What you are asked to do » Which of the lines in the data mention the string "header"? List them all.

[Dataset entries]
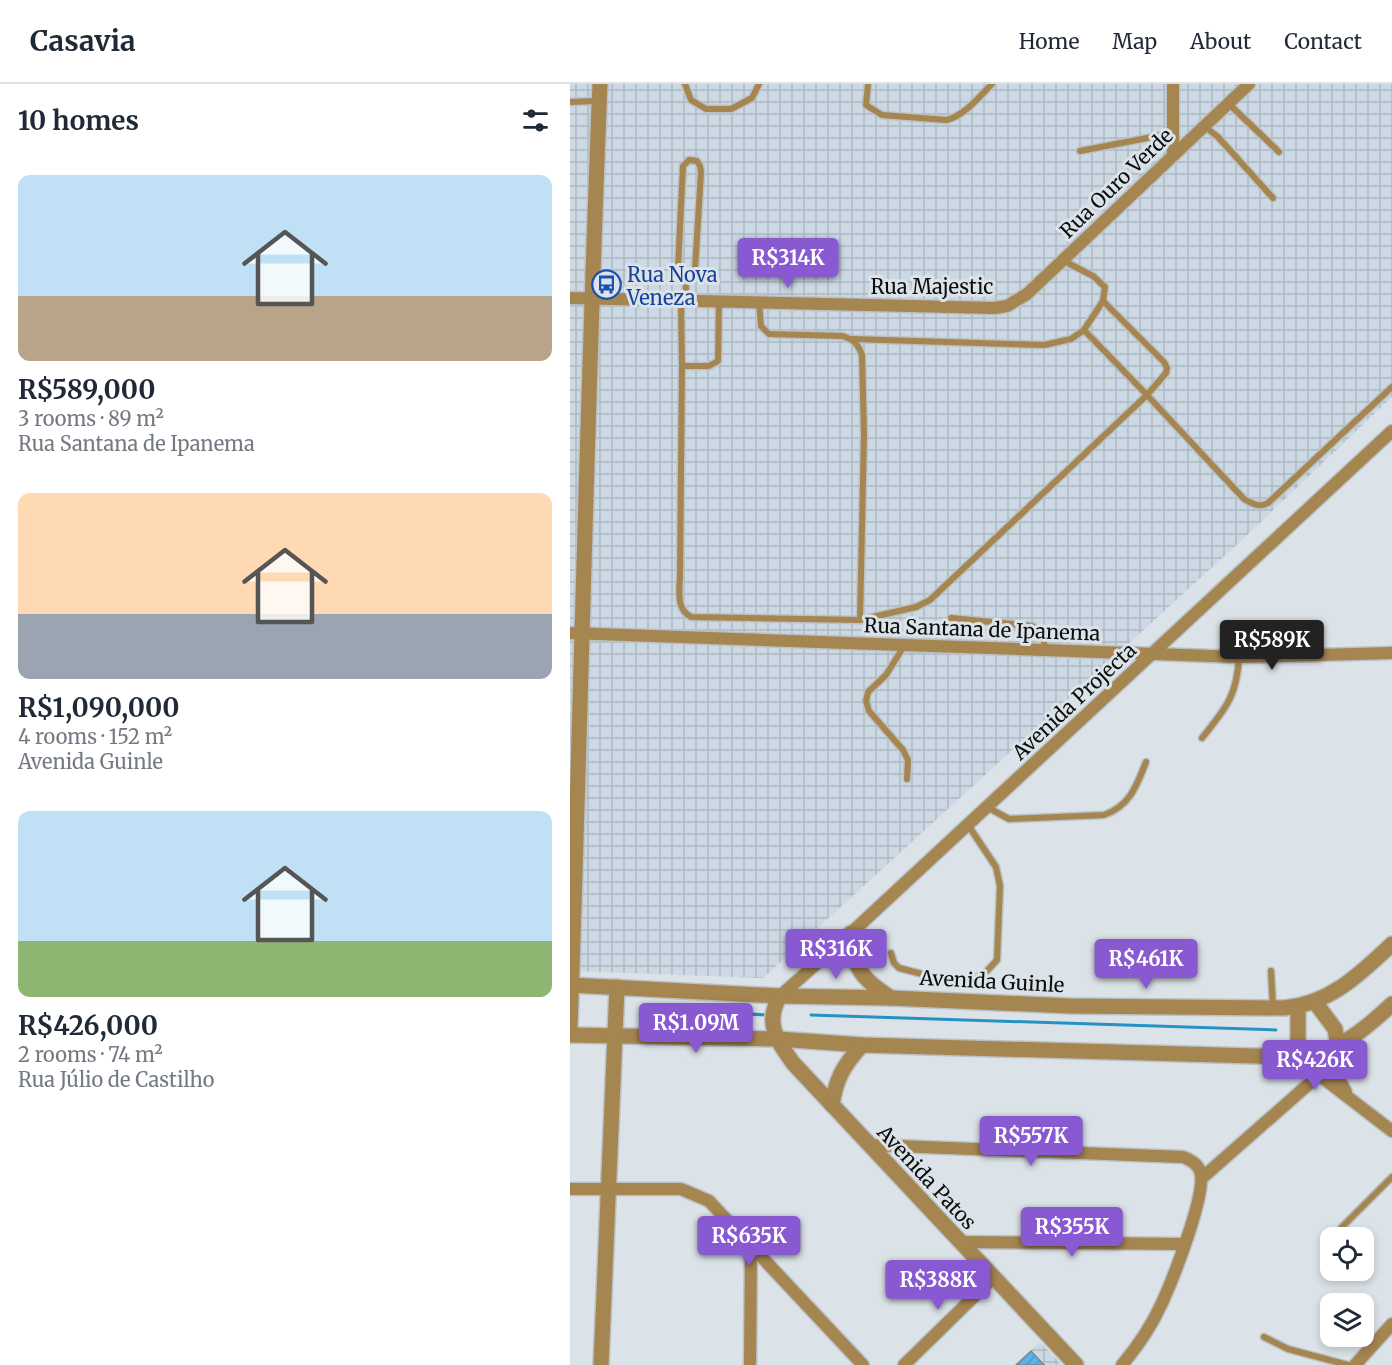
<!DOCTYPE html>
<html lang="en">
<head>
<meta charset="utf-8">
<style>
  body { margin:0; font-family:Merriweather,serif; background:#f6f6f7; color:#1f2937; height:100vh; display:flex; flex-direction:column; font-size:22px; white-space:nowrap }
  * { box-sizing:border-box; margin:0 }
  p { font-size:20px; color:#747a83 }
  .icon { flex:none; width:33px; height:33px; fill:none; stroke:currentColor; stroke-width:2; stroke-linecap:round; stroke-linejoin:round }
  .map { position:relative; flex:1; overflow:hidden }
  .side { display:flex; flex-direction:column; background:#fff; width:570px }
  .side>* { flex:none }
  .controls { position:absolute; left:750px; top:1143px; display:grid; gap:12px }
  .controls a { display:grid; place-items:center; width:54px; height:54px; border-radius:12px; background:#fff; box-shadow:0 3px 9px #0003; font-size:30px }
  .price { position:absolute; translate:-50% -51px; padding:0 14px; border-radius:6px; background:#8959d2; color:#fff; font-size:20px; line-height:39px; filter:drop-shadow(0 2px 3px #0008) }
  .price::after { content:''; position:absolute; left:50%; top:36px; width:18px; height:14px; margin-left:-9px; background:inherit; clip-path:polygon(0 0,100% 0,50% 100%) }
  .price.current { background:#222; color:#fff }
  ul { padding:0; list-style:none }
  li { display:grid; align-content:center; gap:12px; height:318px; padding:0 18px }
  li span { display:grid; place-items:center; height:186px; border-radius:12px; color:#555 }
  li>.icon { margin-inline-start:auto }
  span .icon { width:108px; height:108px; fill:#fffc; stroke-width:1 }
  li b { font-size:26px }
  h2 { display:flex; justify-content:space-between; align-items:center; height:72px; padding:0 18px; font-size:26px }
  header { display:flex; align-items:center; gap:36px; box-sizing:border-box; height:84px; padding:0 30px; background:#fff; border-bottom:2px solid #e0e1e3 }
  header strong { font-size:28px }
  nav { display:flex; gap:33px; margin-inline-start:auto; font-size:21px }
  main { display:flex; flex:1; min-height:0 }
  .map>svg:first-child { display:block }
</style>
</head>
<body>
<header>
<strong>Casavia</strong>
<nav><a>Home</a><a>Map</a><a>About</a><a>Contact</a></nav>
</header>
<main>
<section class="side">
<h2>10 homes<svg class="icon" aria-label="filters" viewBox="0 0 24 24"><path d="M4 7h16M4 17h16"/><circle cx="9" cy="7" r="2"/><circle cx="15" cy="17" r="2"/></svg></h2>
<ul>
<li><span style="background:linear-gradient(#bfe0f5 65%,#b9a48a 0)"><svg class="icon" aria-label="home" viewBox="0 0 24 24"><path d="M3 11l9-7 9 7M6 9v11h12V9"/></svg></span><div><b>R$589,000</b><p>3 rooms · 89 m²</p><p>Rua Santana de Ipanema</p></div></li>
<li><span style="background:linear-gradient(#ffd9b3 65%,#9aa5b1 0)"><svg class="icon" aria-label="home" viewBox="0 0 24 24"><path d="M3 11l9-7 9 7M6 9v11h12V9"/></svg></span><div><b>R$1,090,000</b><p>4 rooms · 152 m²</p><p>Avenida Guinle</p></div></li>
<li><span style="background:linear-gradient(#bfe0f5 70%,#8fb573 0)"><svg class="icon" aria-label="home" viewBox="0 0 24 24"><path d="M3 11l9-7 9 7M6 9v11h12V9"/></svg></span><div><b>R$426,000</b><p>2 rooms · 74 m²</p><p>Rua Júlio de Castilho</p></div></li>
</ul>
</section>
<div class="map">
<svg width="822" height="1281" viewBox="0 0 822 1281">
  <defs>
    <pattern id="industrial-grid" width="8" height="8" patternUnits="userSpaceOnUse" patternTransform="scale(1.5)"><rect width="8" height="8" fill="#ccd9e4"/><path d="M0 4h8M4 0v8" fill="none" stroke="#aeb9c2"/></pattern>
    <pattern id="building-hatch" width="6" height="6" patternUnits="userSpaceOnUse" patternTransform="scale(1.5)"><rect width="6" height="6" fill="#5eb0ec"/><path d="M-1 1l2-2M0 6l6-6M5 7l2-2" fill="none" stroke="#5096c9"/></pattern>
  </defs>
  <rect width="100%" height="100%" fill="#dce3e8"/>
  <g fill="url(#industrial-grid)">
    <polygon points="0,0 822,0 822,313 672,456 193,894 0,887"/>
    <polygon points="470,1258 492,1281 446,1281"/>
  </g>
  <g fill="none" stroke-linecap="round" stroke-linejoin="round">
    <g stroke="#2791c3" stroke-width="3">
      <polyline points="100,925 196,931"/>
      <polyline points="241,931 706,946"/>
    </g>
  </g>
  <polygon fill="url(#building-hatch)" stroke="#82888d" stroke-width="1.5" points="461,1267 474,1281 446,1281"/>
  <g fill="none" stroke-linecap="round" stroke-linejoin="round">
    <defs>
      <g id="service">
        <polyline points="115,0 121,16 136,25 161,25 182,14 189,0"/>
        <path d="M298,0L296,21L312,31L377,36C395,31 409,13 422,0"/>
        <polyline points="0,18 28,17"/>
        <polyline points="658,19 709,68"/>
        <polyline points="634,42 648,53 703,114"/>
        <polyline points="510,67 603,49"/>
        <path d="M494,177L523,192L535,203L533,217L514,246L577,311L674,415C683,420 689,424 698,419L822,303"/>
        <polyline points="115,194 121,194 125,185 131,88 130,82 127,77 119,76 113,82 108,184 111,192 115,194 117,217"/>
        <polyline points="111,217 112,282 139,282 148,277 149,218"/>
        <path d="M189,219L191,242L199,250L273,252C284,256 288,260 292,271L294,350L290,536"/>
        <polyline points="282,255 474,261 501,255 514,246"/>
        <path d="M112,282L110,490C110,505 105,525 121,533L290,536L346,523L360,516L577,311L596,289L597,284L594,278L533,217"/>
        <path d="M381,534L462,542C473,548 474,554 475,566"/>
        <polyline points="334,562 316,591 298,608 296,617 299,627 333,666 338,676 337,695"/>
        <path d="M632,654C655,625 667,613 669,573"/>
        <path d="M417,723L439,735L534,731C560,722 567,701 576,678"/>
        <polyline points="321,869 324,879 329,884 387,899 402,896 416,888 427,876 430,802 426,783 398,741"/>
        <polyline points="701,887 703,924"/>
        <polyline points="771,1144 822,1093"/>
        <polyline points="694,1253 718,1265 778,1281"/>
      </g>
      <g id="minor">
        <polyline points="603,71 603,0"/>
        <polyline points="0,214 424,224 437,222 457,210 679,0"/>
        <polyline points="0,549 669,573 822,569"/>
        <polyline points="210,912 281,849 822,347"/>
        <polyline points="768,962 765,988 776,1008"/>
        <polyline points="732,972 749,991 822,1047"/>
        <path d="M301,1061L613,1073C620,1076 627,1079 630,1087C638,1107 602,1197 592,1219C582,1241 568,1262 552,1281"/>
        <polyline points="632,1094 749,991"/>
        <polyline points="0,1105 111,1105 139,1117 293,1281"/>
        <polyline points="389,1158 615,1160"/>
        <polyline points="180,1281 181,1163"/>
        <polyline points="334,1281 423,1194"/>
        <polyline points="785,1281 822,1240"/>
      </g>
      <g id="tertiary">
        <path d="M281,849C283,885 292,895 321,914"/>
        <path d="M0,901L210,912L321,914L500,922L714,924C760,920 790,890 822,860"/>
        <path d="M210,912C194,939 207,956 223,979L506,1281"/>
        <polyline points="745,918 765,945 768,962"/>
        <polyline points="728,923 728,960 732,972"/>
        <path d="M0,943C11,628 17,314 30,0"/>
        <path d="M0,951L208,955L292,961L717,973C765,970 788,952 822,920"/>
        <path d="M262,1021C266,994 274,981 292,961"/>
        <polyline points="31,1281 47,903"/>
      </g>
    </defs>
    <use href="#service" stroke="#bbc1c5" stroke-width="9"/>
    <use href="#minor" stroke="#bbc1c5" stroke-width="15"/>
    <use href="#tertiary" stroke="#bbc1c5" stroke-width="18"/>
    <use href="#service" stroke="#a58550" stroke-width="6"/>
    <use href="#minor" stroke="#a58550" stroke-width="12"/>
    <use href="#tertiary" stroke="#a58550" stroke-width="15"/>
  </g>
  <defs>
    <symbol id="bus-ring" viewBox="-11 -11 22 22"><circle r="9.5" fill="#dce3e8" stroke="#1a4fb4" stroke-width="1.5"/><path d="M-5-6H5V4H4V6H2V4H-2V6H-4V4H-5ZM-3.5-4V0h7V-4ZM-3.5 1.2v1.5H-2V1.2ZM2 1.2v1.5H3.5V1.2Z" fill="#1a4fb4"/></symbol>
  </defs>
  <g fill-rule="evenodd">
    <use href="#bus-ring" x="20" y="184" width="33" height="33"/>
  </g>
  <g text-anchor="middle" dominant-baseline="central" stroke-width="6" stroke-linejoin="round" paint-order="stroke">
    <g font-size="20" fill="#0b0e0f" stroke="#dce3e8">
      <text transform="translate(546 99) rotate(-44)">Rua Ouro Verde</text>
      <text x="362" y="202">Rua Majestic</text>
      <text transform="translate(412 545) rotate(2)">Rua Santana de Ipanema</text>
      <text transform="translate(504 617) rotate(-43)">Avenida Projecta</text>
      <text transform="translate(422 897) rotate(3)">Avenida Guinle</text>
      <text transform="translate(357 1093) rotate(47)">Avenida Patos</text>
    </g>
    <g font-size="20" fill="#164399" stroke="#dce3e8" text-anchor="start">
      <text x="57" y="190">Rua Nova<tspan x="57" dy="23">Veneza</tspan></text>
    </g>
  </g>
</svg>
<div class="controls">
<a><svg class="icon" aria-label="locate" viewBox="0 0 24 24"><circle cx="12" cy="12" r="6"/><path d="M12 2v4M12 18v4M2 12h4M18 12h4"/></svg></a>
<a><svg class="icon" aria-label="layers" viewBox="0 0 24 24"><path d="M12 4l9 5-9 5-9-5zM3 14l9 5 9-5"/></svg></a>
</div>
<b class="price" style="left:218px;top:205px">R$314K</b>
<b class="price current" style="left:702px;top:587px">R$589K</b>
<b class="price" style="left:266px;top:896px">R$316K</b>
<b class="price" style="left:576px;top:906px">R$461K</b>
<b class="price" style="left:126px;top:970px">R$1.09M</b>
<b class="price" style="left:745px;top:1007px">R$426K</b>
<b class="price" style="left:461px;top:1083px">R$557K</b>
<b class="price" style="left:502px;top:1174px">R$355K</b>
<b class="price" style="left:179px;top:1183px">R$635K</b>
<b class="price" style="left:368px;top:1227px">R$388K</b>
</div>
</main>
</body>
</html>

Reply »
  header { display:flex; align-items:center; gap:36px; box-sizing:border-box; height:84px; padding:0 30px; background:#fff; border-bottom:2px solid #e0e1e3 }
  header strong { font-size:28px }
<header>
</header>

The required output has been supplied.